Le indagini statistiche degli ultimi anni hanno aiutato a comprendere il complesso quadro della pratica sportiva nel nostro Paese, evidenziando gli aspetti sociali, culturali e storici ad esso sottesi. È alla luce di questi peculiari aspetti che dovrebbero derivare azioni politiche specifiche.

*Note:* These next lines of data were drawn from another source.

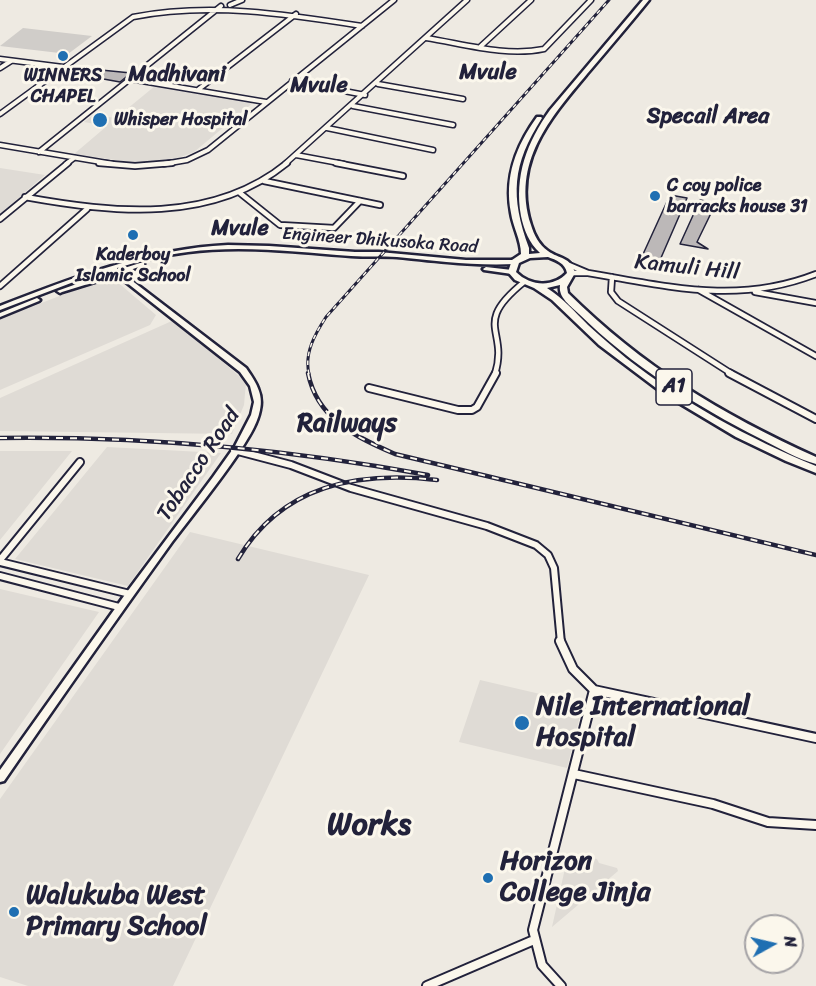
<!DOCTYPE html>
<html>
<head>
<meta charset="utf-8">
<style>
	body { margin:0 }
	#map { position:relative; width:816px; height:986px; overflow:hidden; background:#eeeae2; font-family:Sriracha,sans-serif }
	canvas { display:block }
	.north { position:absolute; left:744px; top:914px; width:60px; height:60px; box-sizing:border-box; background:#fbf7ec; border:2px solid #a4a2a5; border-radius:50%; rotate:82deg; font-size:16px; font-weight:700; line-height:24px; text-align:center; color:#22223b }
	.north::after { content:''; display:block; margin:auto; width:21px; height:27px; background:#1f6fb2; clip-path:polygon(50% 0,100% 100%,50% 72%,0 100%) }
</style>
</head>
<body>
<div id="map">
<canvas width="816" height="986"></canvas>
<div class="north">N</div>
</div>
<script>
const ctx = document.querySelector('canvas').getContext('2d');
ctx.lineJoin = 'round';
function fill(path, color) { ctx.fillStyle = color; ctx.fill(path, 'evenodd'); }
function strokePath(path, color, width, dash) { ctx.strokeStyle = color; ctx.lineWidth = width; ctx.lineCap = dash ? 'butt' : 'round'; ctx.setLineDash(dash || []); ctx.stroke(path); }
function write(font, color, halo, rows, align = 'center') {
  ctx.font = font + ' Sriracha,sans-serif'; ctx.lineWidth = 6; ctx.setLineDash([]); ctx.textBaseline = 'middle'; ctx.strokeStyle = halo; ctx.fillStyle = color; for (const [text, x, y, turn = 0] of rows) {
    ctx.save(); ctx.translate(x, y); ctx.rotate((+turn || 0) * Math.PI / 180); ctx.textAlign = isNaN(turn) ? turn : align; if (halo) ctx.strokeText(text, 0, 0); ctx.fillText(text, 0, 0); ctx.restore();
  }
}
fill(new Path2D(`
	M155,86L254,102L194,152L167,162L143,164L74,154L107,126L84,122L93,115L116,118Z
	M0,168L45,175L0,214Z
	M101,280H115L156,315L150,325L0,390V319Z
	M174,320L246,382L244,405L232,434L0,431V398Z
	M107,447L221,453L128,586L15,559Z
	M0,451H72L0,540Z
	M190,532L369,575L173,986H28L0,977V799Z
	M0,589L99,612L0,754Z
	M480,680L583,704L567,768L459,742Z
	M568,855L580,859L582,855L597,859L599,863L617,868L618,871L552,927Z`), '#dfdbd5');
fill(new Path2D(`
	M23,28L92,36L68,54L0,46Z`), '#d0cdc9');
const building = new Path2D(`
	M71,67L131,73L120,82L65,72Z
	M670,195L687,198L657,267L639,263Z
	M700,200L716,203L697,242L708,249L680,244Z`);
fill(building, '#bcb8b8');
strokePath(building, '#22223b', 1.5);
const streetFar3 = new Path2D(`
	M230,5L242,0
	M426,38C464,44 506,57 544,49L591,0
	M481,46L531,0
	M0,59L63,67
	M0,68L11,61
	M130,79L266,102
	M292,81L365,95
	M378,84L463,99
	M199,89L296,14
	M353,106L453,125
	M0,114L133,17C209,2 286,14 362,26
	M327,128L433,150
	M0,145L113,164
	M39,152L221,6
	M296,155L344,164
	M66,164L74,158
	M164,164L187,160L208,150L394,0
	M285,164L467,0`);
const streetFar2 = new Path2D(`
	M99,163L135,166L172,163
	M336,163L403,176
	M264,181L380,205
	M240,193L280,225L334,228L360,201
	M25,197C114,213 212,224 287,163
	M0,219L68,163
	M569,265L588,273H571
	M588,273C668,286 737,305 816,274
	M612,277L611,292L618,301L732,374
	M0,286L87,209
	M699,290L816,356
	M755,292L816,303
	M495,374C509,329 471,325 524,282`);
const streetFar1 = new Path2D(`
	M729,373L816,419
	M369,388L458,410H472L477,407L496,373
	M234,450L291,465L351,488L487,526L536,545L548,555L554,568L561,643
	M0,560L80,462
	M0,562L130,594
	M0,576L119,607`);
const street = new Path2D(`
	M560,641L573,669L594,690L816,738
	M574,774L713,804L768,822L816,825
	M427,986L534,940
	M561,986L542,965L533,930L594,690`);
const secondary = new Path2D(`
	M228,245L269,246L355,252H379L466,260H515L518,262L515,264C475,266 436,261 397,257C382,256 367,257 351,256C297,252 242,245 188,252C164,255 140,261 117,268L118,270L140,263H144V265L122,273L246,368C255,381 264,394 260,410C257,426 246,441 238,454C217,485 194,513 172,542C115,621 59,701 4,781L0,782V770L124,596L213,477L235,446L251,415L254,402L250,386L240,372L117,275L62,292L60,293L57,291L113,271L111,270L71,283L0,310V306C74,277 147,249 228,245Z
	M486,267L512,270L515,272L512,274L484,270L483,269Z
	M37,298L40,300L39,301L0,317V313Z`);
const highway = new Path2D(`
	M643,0H649C629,25 608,49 587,74C550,118 511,163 531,225C534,235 539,245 548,251C559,259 571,257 575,273L567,287L568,293C643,367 721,414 816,457V464C797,459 779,448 761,439C696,406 632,366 579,314C571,306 558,298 560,285L547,288C563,298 575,312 588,325C600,336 613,347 626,358C684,403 748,438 816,466V473L786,461L736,437L664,394L599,345L552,300L534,288L515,280L508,272L512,260L521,254C521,240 513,227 511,213C504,177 516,146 537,117H541L542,118C512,165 510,196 529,248V254L540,253C529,243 524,230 521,216C514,176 527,142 550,110ZM548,257C556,260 565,263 567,273C553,288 530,286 516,272L519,263L530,258Z`);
strokePath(streetFar3, '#22223b', 7);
strokePath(streetFar2, '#22223b', 8);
strokePath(streetFar1, '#22223b', 10);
strokePath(street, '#22223b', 12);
strokePath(secondary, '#22223b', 5);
strokePath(highway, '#22223b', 5);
strokePath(streetFar3, '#fbf7ec', 4);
strokePath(streetFar2, '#fbf7ec', 4.5);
strokePath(streetFar1, '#fbf7ec', 6);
strokePath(street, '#fbf7ec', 8);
fill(secondary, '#fbf7ec');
fill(highway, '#fbf7ec');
const railFar1 = new Path2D(`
	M309,374C304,353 315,334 326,317L609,0`);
const rail = new Path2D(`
	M308,373C317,419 356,437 395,454L816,555
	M0,438C145,436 286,449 428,475
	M238,559C282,485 357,471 437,480`);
strokePath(railFar1, '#22223b', 3);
strokePath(rail, '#22223b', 4.5);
strokePath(railFar1, '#fbf7ec', 1.5, [4.5]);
strokePath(rail, '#fbf7ec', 2, [7]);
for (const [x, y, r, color] of [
	[63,56,6,"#1f6fb2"],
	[100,120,8,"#1f6fb2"],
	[655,196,6,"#1f6fb2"],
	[133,235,6,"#1f6fb2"],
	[522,723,8,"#1f6fb2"],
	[488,878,6,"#1f6fb2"],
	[14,912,6,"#1f6fb2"]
]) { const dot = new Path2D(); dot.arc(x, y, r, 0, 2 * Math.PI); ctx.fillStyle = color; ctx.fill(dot); strokePath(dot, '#fbf7ec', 2); }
write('bold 18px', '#22223b', '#fbf7ec', [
	["WINNERS",63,76],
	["CHAPEL",63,97],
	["Whisper Hospital",114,120,"left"],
	["C coy police",667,186,"left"],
	["barracks house 31",667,207,"left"],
	["Kaderboy",133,255],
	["Islamic School",133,276]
]);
write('18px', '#22223b', '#fbf7ec', [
	["Engineer Dhikusoka Road",380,241,4]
]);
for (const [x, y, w] of [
	[674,387,36]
]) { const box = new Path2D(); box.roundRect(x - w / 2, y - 18, w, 36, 4.5); ctx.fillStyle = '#fbf7ec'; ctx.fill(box); strokePath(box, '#22223b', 1.5); }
write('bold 21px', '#22223b', null, [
	["A1",674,387]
]);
write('bold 22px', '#22223b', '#fbf7ec', [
	["Mvule",488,73],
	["Madhivani",177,75],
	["Mvule",319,86],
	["Specail Area",708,117],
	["Mvule",240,229]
]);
write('22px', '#22223b', '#fbf7ec', [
	["Kamuli Hill",687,268,6],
	["Tobacco Road",199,465,-56]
]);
write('bold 26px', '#22223b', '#fbf7ec', [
	["Railways",347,424]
]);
write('bold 27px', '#22223b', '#fbf7ec', [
	["Nile International",536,707],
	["Hospital",536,738],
	["Horizon",500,862],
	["College Jinja",500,893],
	["Walukuba West",26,896],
	["Primary School",26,927]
], 'left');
write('bold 32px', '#22223b', '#fbf7ec', [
	["Works",369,826]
]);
</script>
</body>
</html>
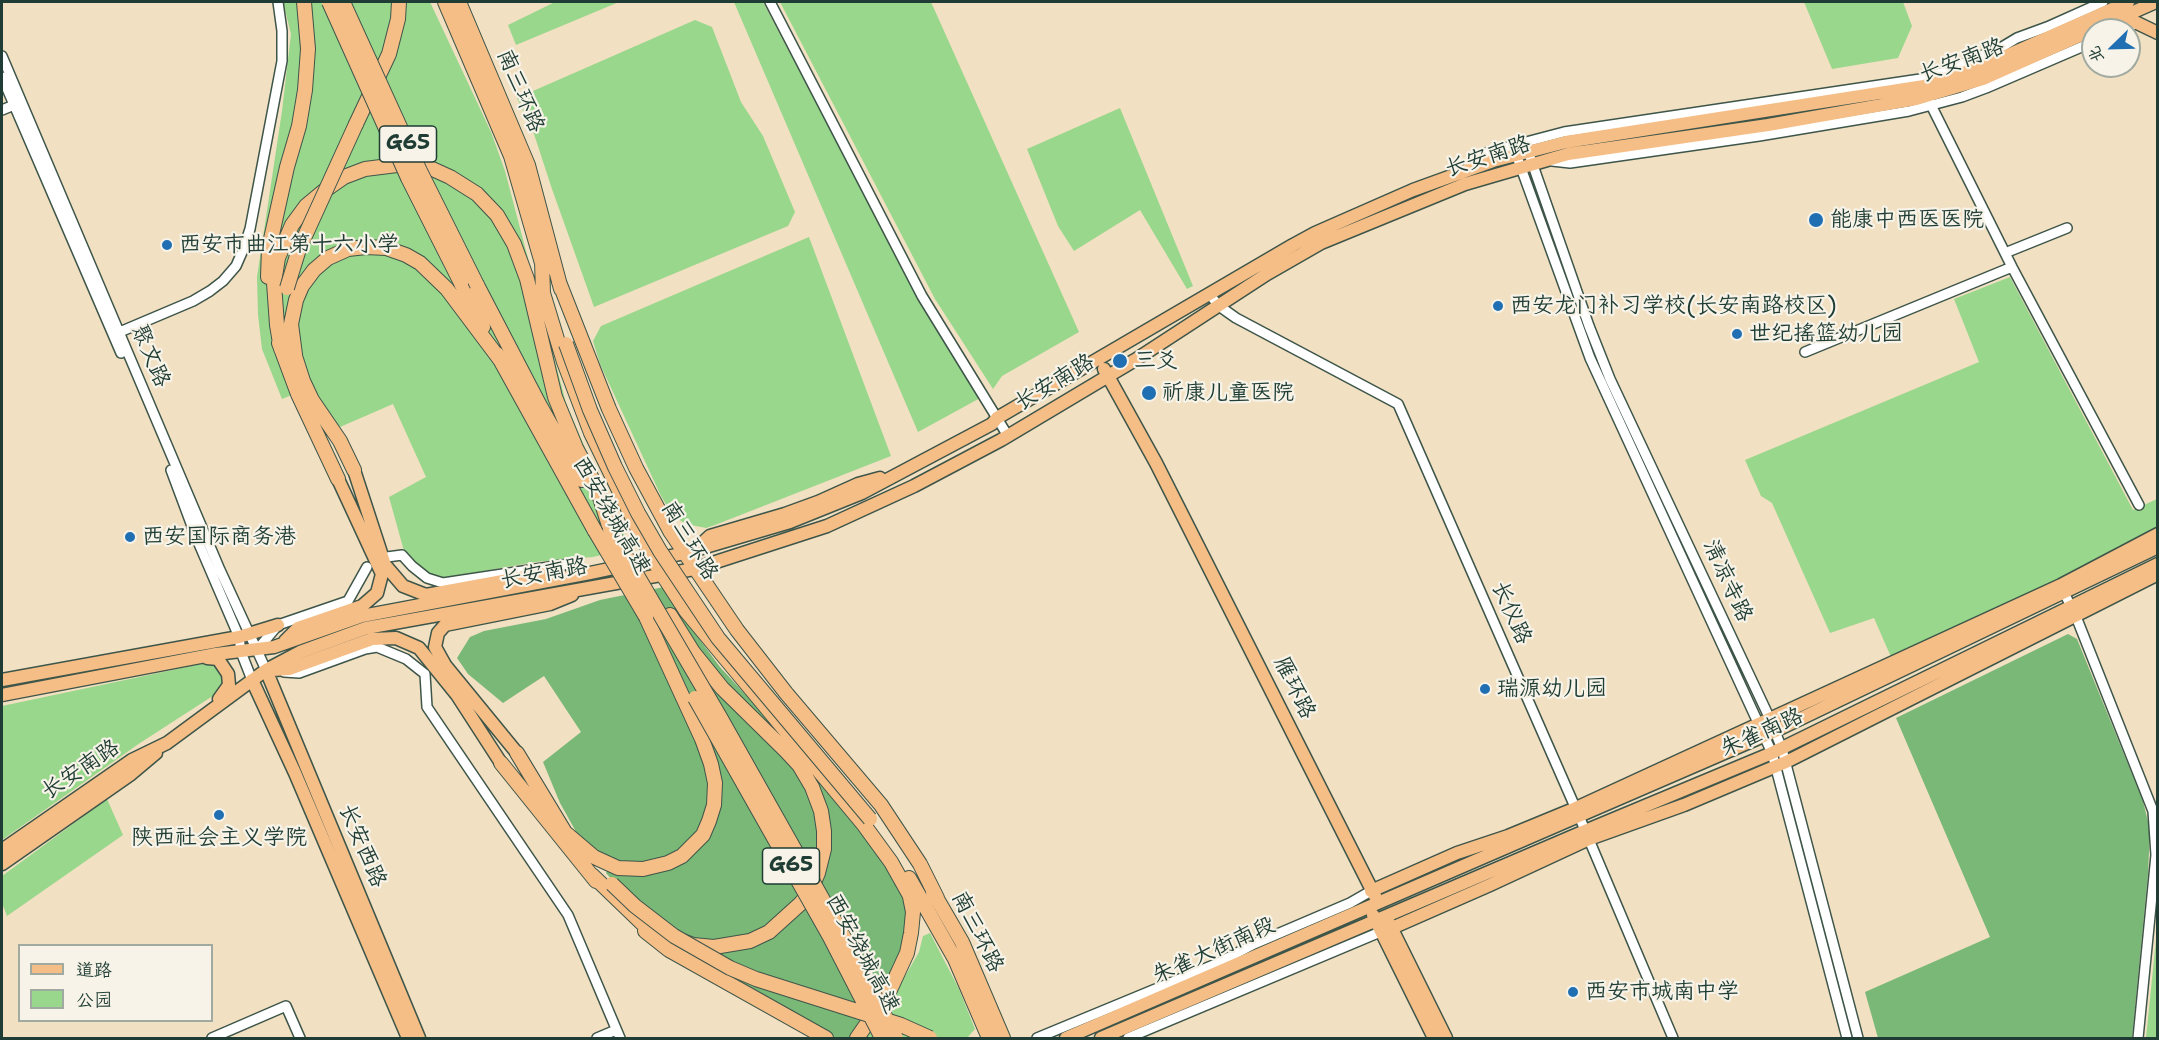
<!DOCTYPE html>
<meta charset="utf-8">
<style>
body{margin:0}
#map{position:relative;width:2159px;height:1040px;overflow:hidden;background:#f1e0c2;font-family:"Shantell Sans","LXGW WenKai TC",sans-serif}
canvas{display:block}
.frame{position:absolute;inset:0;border:3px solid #1f3d34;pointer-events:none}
.legend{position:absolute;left:18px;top:944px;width:195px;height:78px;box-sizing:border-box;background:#f7f3e8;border:2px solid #a1aaa0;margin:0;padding:8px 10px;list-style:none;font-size:18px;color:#1f3d34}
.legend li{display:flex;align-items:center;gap:12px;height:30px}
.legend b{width:30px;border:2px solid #a1aaa0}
.north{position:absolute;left:2081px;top:18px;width:60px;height:60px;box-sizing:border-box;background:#f7f3e8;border:2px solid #a1aaa0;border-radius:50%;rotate:247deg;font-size:16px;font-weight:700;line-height:24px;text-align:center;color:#1f3d34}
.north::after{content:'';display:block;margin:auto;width:21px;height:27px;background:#1f6fb2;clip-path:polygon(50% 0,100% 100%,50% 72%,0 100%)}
</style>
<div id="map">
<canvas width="2159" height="1040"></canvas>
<div class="frame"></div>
<ul class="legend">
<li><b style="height:8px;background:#f6be87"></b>道路</li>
<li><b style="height:16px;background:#99d78c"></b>公园</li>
</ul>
<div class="north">北</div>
</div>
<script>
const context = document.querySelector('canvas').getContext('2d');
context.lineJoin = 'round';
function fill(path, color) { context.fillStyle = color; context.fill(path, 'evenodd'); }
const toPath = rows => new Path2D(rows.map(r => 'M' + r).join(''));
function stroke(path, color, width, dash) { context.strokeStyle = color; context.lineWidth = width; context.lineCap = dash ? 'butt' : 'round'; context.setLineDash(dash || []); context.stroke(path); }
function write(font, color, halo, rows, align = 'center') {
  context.font = font + ' "Shantell Sans","LXGW WenKai TC",sans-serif'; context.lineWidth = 4.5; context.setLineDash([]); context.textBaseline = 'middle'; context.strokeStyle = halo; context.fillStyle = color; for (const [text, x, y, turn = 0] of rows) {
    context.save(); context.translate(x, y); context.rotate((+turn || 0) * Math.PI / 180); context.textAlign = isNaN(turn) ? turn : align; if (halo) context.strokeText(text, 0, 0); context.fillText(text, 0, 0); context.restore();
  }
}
fill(toPath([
 [283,2,430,2,491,132,505,171,566,403,607,500,631,548,593,557,535,562,444,578,429,574,404,551,389,497,426,477,393,404,340,427,320,404,311,387,282,399,262,349,258,315,257,277,282,111,291,34],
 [555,2,619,2,516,45,508,25],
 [734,2,763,2,926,312,982,397,918,432],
 [780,2,931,2,1079,332,1002,376,993,389,935,299],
 [1804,2,1903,2,1912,26,1898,58,1832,69],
 [695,20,712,27,741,102,763,136,795,212,788,226,594,307,552,189,534,134,517,98],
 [1120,108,1193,286,1187,289,1140,210,1074,251,1058,226,1027,149],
 [809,237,891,456,715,525,706,528,686,524,678,519,670,511,661,496,600,364,593,341,601,326],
 [2010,277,2133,510,2157,499,2157,527,2020,599,1891,657,1874,618,1830,633,1772,503,1761,496,1745,460,1979,362,1954,299],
 [215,661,226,674,222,690,140,743,2,840,2,706],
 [107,799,123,835,7,916,2,903,2,876],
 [2157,930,2157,1038,2146,1038],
 [930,933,959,989,975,1029,967,1038,861,1038,897,990,919,952,923,936]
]), '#99d78c');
fill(toPath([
 [664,587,680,613,720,667,826,782,885,861,904,896,909,915,908,937,894,971,849,1038,832,1038,673,948,606,873,612,862,579,837,560,803,543,762,581,732,544,676,503,703,468,674,457,658,470,637,484,631,546,619,600,600],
 [2068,634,2077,639,2143,801,2150,830,2148,874,2132,1038,1878,1038,1865,992,1990,937,1896,718]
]), '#7ab878');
const minor = toPath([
 [770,2,922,296,1008,436],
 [2121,30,2137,23],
 [2,56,220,570,266,670,270,670],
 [2,77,121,353],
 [1929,101,2012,267,2139,505],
 [2,110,19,103],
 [1528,151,1589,326,1610,379,1770,719,1782,749,1858,1038],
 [1516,154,1590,358,1772,753,1847,1038],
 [1552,161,1570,163,1759,136,1909,111,1962,97,1986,88,2093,42],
 [1468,167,1488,152,1564,132,1927,78,1946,71,2002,47,2017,38,2047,27,2103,2],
 [2005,253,2067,228],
 [1210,295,1219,306,1236,318,1398,404,1579,816,1673,1038],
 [115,334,193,301,210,291,223,281,236,266,243,250,250,229,282,61,282,31,278,2],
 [1805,352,2012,267],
 [171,470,196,537,239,637,241,652,252,680],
 [387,557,402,555,412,566,427,578,443,583,569,564,590,573],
 [2062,589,2075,614,2153,811,2156,855,2138,1038],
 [257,650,278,625,348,601,367,567],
 [284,672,299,673,365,649,377,647,406,659,425,674],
 [425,674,427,707,568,915,620,1038],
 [212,1038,286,1006,300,1038],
 [597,1038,616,1030],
 [1037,1038,1216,964,1254,944,1350,903,1371,891],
 [1128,1038,1385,930]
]);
const major = toPath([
 [2118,19,2133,21,2158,33],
 [1104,369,1156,463,1376,898],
 [354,470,385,565,403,586,426,595,541,574],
 [697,548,710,536,785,514,818,502,858,484,880,478],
 [285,641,298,628,362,606,377,593,382,574,338,479],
 [207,658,218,659,228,674,229,685,219,699],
 [266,670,419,1038],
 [273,670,289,669,372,639,396,638,419,648,457,695,501,763],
 [2,680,239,637,278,625],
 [252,680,295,773,408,1038],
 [2,695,216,654,274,647,362,616,590,573,685,553,790,522,862,493,992,424,997,418,1293,245,1315,233,1413,190,1493,161,1566,142,1924,86,1981,67,2128,2],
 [517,753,445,665,435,647,438,633,445,625,550,604,572,595],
 [2,850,132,760,167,743,266,670,300,652,366,628,694,569,827,526,914,486,1001,440,1135,360,1267,274,1321,243,1465,184,1568,154,1768,125,1916,99,1983,79,2156,2],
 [2,864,131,774,156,753],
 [1371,891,1457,853,1508,836,1576,808,2061,585,2158,534],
 [1373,915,1434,1038],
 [1388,921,1446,1038],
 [1392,928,1490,885,1589,839,1684,805,1786,762,2158,574],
 [1066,1038,1775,731,2158,547],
 [1101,1038,1585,831,1772,753,2158,564]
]);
const highway = toPath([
 [445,2,511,156,544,270],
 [459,2,528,165,561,289],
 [356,124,389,54,398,19,399,2],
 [542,261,543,293,564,362,591,433,653,560,686,611,864,825,891,862,909,894],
 [268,277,269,248,287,167,299,126,305,90,308,49,304,2],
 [559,282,609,409,636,468,670,531,737,630,786,693,881,805,920,864,937,898],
 [461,283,483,327],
 [477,285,539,404,582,480],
 [279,343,298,394,338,479],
 [281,349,277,325,274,283,278,258,292,225,306,206,324,191,344,177,365,169,397,165,428,167,450,177,477,194,497,215,514,244,527,279,555,397,576,448,597,488,610,529],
 [294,353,303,381,312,400,340,441,354,470],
 [497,354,595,531],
 [296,362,291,324,296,300,302,286,314,270,328,258,348,249,366,247,386,248,406,255,420,263,447,289,501,361],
 [517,753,566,834],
 [501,763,596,881],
 [567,834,594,857,618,868,643,869,668,863,682,856,703,835,709,821,714,805,715,783,711,764,702,739,646,617],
 [592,875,646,927,693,945,714,947,750,941,769,932,800,904,810,892,818,873,824,849,824,831,821,811,812,787,799,765,786,751,722,688,693,652,670,615],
 [909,878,955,959,989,1038],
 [933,892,962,942,1003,1038],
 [645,931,669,950,826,1038],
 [857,1038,889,992,907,953,911,933,913,912,908,887]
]);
stroke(minor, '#3e5549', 12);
stroke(major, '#3e5549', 15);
stroke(highway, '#3e5549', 16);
stroke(minor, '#fff', 9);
stroke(major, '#f6be87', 12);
stroke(highway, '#f6be87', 14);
const highwayBridge = toPath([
 [329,2,408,178,461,283],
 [343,2,420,171,477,285],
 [287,288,299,249,356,124],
 [566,344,590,410,615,467,638,513,660,551,718,638,870,819],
 [610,529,720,717,854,955,896,1038],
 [595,531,646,617],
 [695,698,830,937,882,1038],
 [612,884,635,906,674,936,730,968,756,979,901,1025,930,1038]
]);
stroke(highwayBridge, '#3e5549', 16, []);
stroke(highwayBridge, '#f6be87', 14);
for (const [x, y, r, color] of [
 [1816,220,8,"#1f6fb2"],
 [167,245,6,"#1f6fb2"],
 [1498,306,6,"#1f6fb2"],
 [1737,334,6,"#1f6fb2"],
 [1120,361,8,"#1f6fb2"],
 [1149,393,8,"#1f6fb2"],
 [130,537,6,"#1f6fb2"],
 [1485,689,6,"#1f6fb2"],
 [219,815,6,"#1f6fb2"],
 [1573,992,6,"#1f6fb2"]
]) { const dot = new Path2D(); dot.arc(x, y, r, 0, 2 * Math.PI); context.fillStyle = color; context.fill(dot); stroke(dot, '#f7f3e8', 2); }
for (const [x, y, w] of [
 [408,144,57],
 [791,866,57]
]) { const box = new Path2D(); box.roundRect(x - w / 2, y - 18, w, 36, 4.5); context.fillStyle = '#f7f3e8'; context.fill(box); stroke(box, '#1f3d34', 1.5); }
write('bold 21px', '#1f3d34', null, [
 ["G65",408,144],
 ["G65",791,866]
]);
write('22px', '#1f3d34', '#f7f3e8', [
 ["长安南路",1962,61,-20],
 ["南三环路",520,91,67],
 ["长安南路",1488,157,-18],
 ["聚文路",150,356,67],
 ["长安南路",1055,383,-31],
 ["西安绕城高速",611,516,60],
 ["南三环路",689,541,59],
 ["长安南路",544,574,-10],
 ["清凉寺路",1727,581,65],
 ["长仪路",1511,613,66],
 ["雁环路",1294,688,64],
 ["朱雀南路",1762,733,-24],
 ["长安南路",81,770,-34],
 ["长安西路",362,846,67],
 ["南三环路",977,932,63],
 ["朱雀大街南段",1214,951,-24],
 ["西安绕城高速",862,954,62]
]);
write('22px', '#1f3d34', '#f7f3e8', [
 ["能康中西医医院",1830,220],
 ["西安市曲江第十六小学",179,245],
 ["西安龙门补习学校(长安南路校区)",1510,306],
 ["世纪摇篮幼儿园",1749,334],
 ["三爻",1134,361],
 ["祈康儿童医院",1162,393],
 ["西安国际商务港",142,537],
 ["瑞源幼儿园",1497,689],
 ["陕西社会主义学院",219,838,"center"],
 ["西安市城南中学",1585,992]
], 'left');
</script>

Proviamo, dunque a descrivere il mondo dello sport in Italia a partire dalle ultime indagini Istat. Iniziamo con il dire che solo 1 bambino su 5 tra i 3 e i 5 anni pratica regolarmente qualche tipo di attività fisica sportiva o informale (come gioco all’aperto, passeggiate, bicicletta, eccetera). In età successive va decisamente meglio: infatti, tra i 6 e i 17 anni pratica sport 1 ragazzino su 2. In generale, le femmine tendono ad essere meno attive, sia in termini di sport che di movimento informale: questo ha probabilmente ragioni culturali e di tendenza proprie del genere, ma anche di offerta da parte della scuola e del territorio su cui bisognerebbe lavorare.
Nell’ambito delle determinanti culturali in rapporto con i comportamenti inerenti il movimento, la famiglia è evidentemente centrale. Pensiamo, ad esempio, alla rilevanza della tradizione sportiva familiare: l’80% dei bambini che hanno entrambi i genitori che fanno sport lo praticano a loro volta, mentre la percentuale scende al 68% se solo uno dei genitori è attivo, per arrivare al 40% nel caso in cui sia papà che mamma sono sedentari. Ancora una volta l’esempio genitoriale, come accade per i comportamenti alimentari, è fondamentale. In verità, il livello di movimento dei genitori è correlato con il livello lavorativo e con il titolo di studio, ovvero all’aumentare di questi 2 parametri aumenta la percentuale di pratica sportiva. Se questo da un lato può avere a che fare con i costi dello sport, dall’altro – essendovi anche molte attività a costo zero o basso (come corsa, ciclismo o la semplice passeggiata regolare) – è evidente che la componente legata alla formazione e all’informazione rivesta un ruolo prevalente. In quest’ottica molto potrebbe la scuola, già a partire da quella dell’infanzia con percorsi di propedeutica al movimento e avvicinamento allo sport attraverso il gioco.
Un altro fenomeno molto interessante è quello del ricambio generazionale “al contrario”, secondo cui, se mettiamo a confronto fasce di età estreme – ovvero giovani tra gli 11 e i 17 anni e anziani tra i 60 e i 74 anni – osserviamo che dal 1997 e il 2013 la percentuale di quelli che praticano sport nella prima fascia è aumentata del 10%, mentre nella seconda è aumentata del 120%. Ovvero nella classe di età superiore vi è stato un notevole incremento dell’attività fisica. Le radici di questo miglioramento non si possono evidentemente ricondurre a questioni economiche o di contesto sociale (non essendosi, purtroppo, osservato un rilevante progresso negli ultimi 15 anni), ma vanno ricercate nella comunicazione che è stata in grado di proporre, finalmente in modo efficace, l’attività fisica come fonte di benessere e salute. E, forse, in questo qualche merito va al mondo medico.
L’attività fisica è sicuramente centrale e imprescindibile per il sano accrescimento del bambino, sia essa intesa come movimento informale che come sport strutturato. Purtroppo dalle statistiche emerge chiaramente che la metà dei bambini italiani non soddisfano questo criterio. È pertanto necessario un cambiamento che venga spinto da tutti – dal mondo politico, dai media, della scuola – e che trovi poi applicazione in ogni singolo nucleo familiare.